The potential for a royal winner at Epsom has added an extra gloss to the race that remains, rightly, the most important of the Flat calendar.
Whatever the outcome of the Derby, the Queen has a thoroughly exciting prospect on her hands in Carlton House, who was a gift to her from Sheikh Mohammed. Despite the sheikh’s constant quest for top-flight success, a Derby winner in Her Majesty’s colours will almost certainly give him a great deal of pleasure, not least because Carlton House is by one of the Darley operation’s biggest stars, Street Cry.
In his relatively short career at stud, Street Cry has already delivered a Kentucky Derby winner, a Melbourne Cup winner and Zenyatta, whose celebrity status helped to propel racing from the back pages to the front pages of newspapers across the States in the build-up to her swansong in last season’s Breeders’ Cup. In a year when there is renewed royal fervour thanks to the wedding of the Duke and Duchess of Cambridge, Carlton House is a horse who could do the same for British racing.
Though the Queen is not the breeder of the colt, she has enjoyed Group 1 success in that sphere already this year courtesy of Kingdom Of Fife (now racing as My Kingdom Of Fife) in Australia. He was the appropriate winner of the Queen Elizabeth Stakes at Randwick in April and has also won the Group 2 Hollindale Stakes (beating fellow former Freemason Lodge inmate Glass Harmonium by a neck) and the Group 3 Doncaster Mile Prelude since being bought by Alastair Donald for 60,000gns at last year’s Horses In Training Sale at Tattersalls.
My Kingdom Of Fife is but one of an increasing army of talented stayers from Chris Waller’s Sydney stable who have found their way to Australia from Britain and Ireland. On the same day as his Group 1 triumph, Waller also landed the Sydney Cup with the Irish-bred Stand To Gain, while in South Australia the former Alan Swinbank-trained Stanstill, now with Mick Kent in Cranbourne, won the principal race on Oakbank’s card. Since then, two more of Waller’s Tattersalls purchases, Wazn and Old Bill (formerly named Aneel) have also highlighted their long-term potential with victories at Warwick Farm, with the trainer saying of Old Bill: “He’s got a bright future – not this preparation, next preparation – so watch out for him.”
Adding a line which British Bloodstock Marketing may well want to adopt as its slogan to encourage overseas purchasers, Waller, who has had 25 winners from 32 horses purchased in Newmarket, said: “The best part of the English horses is the best is yet to come.”
Cross-hemisphere raiders
The thought of a battalion of British-bred stayers quietly winding up to a tilt at this year’s Melbourne Cup may offer some solace to those proud Poms who have not enjoyed the now regular raiding parties from down under for the big Royal Ascot sprints and July Cup. Though we are not being treated to a visit from the superstar mare Black Caviar, or even her brilliant understudy Hay List, we’re likely to see Star Witness and Hinchinbrook in action here this summer.
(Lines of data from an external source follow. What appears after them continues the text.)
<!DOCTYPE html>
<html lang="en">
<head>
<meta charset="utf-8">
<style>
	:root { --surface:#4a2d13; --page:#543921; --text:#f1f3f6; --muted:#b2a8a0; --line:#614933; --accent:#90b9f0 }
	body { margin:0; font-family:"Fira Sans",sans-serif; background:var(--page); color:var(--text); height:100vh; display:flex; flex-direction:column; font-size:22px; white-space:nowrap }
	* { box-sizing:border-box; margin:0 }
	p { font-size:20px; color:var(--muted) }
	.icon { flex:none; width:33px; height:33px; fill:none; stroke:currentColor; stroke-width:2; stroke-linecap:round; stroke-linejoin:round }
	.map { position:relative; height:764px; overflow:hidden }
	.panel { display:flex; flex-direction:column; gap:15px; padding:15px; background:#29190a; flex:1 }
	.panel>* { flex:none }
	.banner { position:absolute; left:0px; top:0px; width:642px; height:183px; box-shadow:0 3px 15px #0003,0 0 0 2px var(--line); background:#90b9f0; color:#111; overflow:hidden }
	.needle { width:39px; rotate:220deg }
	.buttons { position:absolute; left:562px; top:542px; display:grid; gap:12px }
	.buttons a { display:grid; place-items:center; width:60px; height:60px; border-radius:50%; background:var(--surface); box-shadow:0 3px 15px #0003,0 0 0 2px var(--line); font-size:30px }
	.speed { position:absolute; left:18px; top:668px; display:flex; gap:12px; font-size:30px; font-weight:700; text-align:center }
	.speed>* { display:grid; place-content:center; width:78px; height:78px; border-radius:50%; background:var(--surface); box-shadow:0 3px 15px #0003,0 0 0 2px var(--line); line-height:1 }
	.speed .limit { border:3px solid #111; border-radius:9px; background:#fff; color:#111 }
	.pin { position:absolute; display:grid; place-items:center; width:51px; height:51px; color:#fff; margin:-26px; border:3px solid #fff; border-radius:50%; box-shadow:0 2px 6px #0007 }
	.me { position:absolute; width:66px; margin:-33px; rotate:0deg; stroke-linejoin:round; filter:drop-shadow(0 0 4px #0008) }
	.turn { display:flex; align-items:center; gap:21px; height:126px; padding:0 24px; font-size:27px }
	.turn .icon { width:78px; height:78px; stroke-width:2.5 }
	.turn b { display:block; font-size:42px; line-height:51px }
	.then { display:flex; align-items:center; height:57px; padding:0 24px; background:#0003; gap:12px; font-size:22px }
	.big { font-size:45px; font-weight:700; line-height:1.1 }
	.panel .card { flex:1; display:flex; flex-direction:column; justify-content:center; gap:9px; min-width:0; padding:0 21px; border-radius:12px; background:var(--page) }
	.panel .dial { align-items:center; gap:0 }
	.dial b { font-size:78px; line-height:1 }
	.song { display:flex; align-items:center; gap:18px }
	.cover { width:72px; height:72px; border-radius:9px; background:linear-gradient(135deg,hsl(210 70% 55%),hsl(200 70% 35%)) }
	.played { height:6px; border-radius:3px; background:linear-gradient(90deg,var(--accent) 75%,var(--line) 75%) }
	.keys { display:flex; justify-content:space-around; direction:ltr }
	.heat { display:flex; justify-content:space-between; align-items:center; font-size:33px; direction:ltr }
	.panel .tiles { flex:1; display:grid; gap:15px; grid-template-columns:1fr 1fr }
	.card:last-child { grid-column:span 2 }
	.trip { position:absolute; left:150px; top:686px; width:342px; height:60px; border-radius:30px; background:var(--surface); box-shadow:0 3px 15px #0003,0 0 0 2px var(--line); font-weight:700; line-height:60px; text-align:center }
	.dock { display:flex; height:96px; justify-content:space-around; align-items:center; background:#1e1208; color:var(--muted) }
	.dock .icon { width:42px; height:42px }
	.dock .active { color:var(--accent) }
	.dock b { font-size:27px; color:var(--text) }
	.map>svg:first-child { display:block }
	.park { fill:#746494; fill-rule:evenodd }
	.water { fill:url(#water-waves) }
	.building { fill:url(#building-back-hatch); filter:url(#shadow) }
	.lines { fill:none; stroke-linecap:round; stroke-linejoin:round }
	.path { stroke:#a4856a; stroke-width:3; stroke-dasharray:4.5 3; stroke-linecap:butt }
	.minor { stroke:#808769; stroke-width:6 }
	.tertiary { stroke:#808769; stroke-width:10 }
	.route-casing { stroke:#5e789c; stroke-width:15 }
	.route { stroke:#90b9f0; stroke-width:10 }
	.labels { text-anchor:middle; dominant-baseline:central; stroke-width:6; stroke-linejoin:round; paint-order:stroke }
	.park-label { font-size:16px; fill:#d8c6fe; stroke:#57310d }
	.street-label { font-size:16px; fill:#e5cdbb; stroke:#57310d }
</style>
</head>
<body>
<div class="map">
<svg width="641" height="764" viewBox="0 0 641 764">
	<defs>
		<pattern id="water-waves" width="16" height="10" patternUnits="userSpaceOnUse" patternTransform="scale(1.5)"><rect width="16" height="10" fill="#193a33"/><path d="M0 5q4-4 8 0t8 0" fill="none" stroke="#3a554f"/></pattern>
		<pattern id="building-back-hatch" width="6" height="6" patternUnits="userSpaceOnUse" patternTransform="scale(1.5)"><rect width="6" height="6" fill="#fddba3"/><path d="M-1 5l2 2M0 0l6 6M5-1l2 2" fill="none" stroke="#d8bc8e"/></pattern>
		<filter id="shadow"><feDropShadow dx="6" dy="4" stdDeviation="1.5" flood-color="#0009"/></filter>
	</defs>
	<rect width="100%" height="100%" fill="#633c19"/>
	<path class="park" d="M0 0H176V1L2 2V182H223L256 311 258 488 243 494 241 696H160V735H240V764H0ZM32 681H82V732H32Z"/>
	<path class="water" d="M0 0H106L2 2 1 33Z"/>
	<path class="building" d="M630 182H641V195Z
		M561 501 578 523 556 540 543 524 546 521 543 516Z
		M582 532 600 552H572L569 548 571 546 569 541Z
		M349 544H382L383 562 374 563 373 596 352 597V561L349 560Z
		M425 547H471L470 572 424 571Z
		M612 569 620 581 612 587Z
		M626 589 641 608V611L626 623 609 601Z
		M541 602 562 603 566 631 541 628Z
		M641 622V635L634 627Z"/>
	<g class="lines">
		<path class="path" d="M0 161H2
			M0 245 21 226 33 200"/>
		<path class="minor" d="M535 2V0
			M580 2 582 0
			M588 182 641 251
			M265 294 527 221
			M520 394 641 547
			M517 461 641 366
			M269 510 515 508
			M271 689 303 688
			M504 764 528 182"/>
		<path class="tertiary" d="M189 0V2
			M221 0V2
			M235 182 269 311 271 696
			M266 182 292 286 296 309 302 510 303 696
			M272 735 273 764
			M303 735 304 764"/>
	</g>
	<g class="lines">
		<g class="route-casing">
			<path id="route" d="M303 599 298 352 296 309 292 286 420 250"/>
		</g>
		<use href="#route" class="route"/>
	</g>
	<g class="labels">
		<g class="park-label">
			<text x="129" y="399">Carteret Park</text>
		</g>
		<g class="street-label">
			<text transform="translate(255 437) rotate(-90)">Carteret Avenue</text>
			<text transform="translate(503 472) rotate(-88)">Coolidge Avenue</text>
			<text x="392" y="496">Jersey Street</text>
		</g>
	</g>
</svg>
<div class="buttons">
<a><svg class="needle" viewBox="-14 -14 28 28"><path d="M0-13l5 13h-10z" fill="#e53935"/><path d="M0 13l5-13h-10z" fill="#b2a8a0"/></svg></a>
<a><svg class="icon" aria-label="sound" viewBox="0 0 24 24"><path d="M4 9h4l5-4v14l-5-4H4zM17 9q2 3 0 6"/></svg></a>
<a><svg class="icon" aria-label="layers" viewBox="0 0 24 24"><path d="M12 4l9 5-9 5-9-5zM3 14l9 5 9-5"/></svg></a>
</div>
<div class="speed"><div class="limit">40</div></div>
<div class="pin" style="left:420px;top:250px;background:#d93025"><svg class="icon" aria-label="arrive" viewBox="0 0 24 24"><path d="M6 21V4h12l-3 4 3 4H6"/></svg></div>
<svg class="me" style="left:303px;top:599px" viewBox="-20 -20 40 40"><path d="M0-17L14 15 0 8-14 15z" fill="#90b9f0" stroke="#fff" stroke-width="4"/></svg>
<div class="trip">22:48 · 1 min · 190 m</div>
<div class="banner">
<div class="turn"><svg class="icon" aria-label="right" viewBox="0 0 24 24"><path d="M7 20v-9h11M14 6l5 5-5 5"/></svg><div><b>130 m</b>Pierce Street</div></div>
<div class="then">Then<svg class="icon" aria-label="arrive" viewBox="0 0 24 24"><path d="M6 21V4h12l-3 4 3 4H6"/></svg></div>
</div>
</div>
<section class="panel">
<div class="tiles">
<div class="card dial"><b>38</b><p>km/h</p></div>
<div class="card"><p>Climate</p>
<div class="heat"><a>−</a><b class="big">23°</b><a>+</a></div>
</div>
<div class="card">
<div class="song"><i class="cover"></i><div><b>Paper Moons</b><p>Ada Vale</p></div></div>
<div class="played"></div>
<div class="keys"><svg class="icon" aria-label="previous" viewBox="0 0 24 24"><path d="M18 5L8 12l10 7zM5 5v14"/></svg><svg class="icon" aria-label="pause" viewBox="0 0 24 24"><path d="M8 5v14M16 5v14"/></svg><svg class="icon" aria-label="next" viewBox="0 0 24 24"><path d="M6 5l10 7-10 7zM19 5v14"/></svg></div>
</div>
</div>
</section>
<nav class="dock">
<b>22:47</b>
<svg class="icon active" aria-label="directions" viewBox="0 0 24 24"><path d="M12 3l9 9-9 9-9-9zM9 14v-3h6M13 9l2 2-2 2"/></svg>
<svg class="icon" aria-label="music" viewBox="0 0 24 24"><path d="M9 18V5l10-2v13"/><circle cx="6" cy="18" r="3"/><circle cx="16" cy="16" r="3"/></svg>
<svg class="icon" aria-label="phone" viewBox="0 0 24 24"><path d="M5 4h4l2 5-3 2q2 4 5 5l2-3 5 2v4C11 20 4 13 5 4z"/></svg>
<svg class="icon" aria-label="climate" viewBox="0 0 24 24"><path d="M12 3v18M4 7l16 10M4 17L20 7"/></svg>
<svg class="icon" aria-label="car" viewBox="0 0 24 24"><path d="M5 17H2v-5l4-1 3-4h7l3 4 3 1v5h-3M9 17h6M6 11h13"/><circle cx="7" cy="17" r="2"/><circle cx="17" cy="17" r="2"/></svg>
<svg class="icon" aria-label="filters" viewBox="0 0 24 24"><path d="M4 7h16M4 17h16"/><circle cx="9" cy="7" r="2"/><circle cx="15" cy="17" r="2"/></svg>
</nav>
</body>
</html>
The May issue of Australia’s Inside Racing dropped through my letterbox recently and though Black Caviar justifiably has the cover to herself for the second time this year, a double-page spread within is devoted to a ‘wish list’ of horses that Racing Victoria’s international consultant Leigh Jordon would like to attract to this year’s Spring Carnival. It includes Wigmore Hall, Gitano Hernando, Redwood, Mikhail Glinka, Monterosso and Rewilding.
To Jordon’s list I would add, right at the top, a favourite dual-purpose galloper, Overturn. How many trainers could even hope to aim at winning the Grand National and Melbourne Cup in the same year? Though Donald McCain’s feet are planted firmly in jumping country, with a legitimate contender in the versatile seven-year-old Chester Cup winner, the possibility of adding another of the world’s most famous races to the McCain roll of honour is surely an opportunity not to be missed.
Last year’s Spring Carnival revolved largely around one horse: So You Think, a son of the Derby-winning shuttler High Chaparral. Much to the dismay of many Australian racing fans, we now have the pleasure of seeing this outstanding individual racing in these parts.
Aidan O’Brien has successfully converted two Australian imports into dual-hemisphere Group 1 winners, with Haradasun winning the Queen Anne Stakes in 2008 and Starspangledbanner completing the Golden Jubilee/July Cup double last year. Barring a setback, Ascot will also be on So You Think’s itinerary.
Wherever he runs, make a point of going to see him. His trademark long-flowing mane from his days at Bart Cummings’s stable may be gone, but in the flesh this near-black stallion is every inch a superstar.